• ASSIGNED TASK: Repeat each record that follows, keeping it identical.

[Saved data entries]
※
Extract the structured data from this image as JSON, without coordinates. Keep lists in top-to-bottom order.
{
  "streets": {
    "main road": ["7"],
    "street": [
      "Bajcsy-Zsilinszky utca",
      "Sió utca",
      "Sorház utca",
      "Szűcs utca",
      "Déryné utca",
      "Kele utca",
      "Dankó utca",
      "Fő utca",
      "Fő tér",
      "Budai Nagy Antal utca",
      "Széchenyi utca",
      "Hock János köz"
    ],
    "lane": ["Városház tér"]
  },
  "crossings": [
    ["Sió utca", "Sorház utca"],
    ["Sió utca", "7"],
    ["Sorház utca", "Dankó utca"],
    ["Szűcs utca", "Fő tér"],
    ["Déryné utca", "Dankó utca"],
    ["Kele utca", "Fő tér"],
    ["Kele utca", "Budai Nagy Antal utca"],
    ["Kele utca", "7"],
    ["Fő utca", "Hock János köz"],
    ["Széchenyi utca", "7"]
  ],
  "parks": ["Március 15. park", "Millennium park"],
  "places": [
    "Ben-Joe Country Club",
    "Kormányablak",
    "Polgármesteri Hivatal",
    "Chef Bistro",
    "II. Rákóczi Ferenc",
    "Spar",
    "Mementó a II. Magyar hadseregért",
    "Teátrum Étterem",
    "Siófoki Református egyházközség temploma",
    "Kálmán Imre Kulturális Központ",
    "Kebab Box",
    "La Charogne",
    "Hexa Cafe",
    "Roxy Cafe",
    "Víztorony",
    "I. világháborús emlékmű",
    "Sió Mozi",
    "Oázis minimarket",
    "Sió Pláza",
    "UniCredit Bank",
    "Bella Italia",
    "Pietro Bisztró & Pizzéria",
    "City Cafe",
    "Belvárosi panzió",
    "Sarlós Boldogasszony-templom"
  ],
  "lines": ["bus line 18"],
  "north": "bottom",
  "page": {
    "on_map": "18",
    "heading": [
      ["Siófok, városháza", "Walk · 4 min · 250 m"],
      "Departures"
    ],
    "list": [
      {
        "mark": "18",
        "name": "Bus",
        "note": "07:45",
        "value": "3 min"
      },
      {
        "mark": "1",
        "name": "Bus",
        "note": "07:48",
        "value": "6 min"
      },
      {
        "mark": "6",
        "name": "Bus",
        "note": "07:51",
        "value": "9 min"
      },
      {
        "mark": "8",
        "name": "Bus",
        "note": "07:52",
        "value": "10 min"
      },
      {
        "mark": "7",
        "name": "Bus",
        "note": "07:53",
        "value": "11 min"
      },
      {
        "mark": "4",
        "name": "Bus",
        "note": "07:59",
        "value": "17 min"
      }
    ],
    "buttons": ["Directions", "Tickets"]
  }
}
※
• TASK OUTPUT:
Extract the structured data from this image as JSON, without coordinates. Keep lists in top-to-bottom order.
{
  "streets": {
    "main road": ["7"],
    "street": [
      "Bajcsy-Zsilinszky utca",
      "Sió utca",
      "Sorház utca",
      "Szűcs utca",
      "Déryné utca",
      "Kele utca",
      "Dankó utca",
      "Fő utca",
      "Fő tér",
      "Budai Nagy Antal utca",
      "Széchenyi utca",
      "Hock János köz"
    ],
    "lane": ["Városház tér"]
  },
  "crossings": [
    ["Sió utca", "Sorház utca"],
    ["Sió utca", "7"],
    ["Sorház utca", "Dankó utca"],
    ["Szűcs utca", "Fő tér"],
    ["Déryné utca", "Dankó utca"],
    ["Kele utca", "Fő tér"],
    ["Kele utca", "Budai Nagy Antal utca"],
    ["Kele utca", "7"],
    ["Fő utca", "Hock János köz"],
    ["Széchenyi utca", "7"]
  ],
  "parks": ["Március 15. park", "Millennium park"],
  "places": [
    "Ben-Joe Country Club",
    "Kormányablak",
    "Polgármesteri Hivatal",
    "Chef Bistro",
    "II. Rákóczi Ferenc",
    "Spar",
    "Mementó a II. Magyar hadseregért",
    "Teátrum Étterem",
    "Siófoki Református egyházközség temploma",
    "Kálmán Imre Kulturális Központ",
    "Kebab Box",
    "La Charogne",
    "Hexa Cafe",
    "Roxy Cafe",
    "Víztorony",
    "I. világháborús emlékmű",
    "Sió Mozi",
    "Oázis minimarket",
    "Sió Pláza",
    "UniCredit Bank",
    "Bella Italia",
    "Pietro Bisztró & Pizzéria",
    "City Cafe",
    "Belvárosi panzió",
    "Sarlós Boldogasszony-templom"
  ],
  "lines": ["bus line 18"],
  "north": "bottom",
  "page": {
    "on_map": "18",
    "heading": [
      ["Siófok, városháza", "Walk · 4 min · 250 m"],
      "Departures"
    ],
    "list": [
      {
        "mark": "18",
        "name": "Bus",
        "note": "07:45",
        "value": "3 min"
      },
      {
        "mark": "1",
        "name": "Bus",
        "note": "07:48",
        "value": "6 min"
      },
      {
        "mark": "6",
        "name": "Bus",
        "note": "07:51",
        "value": "9 min"
      },
      {
        "mark": "8",
        "name": "Bus",
        "note": "07:52",
        "value": "10 min"
      },
      {
        "mark": "7",
        "name": "Bus",
        "note": "07:53",
        "value": "11 min"
      },
      {
        "mark": "4",
        "name": "Bus",
        "note": "07:59",
        "value": "17 min"
      }
    ],
    "buttons": ["Directions", "Tickets"]
  }
}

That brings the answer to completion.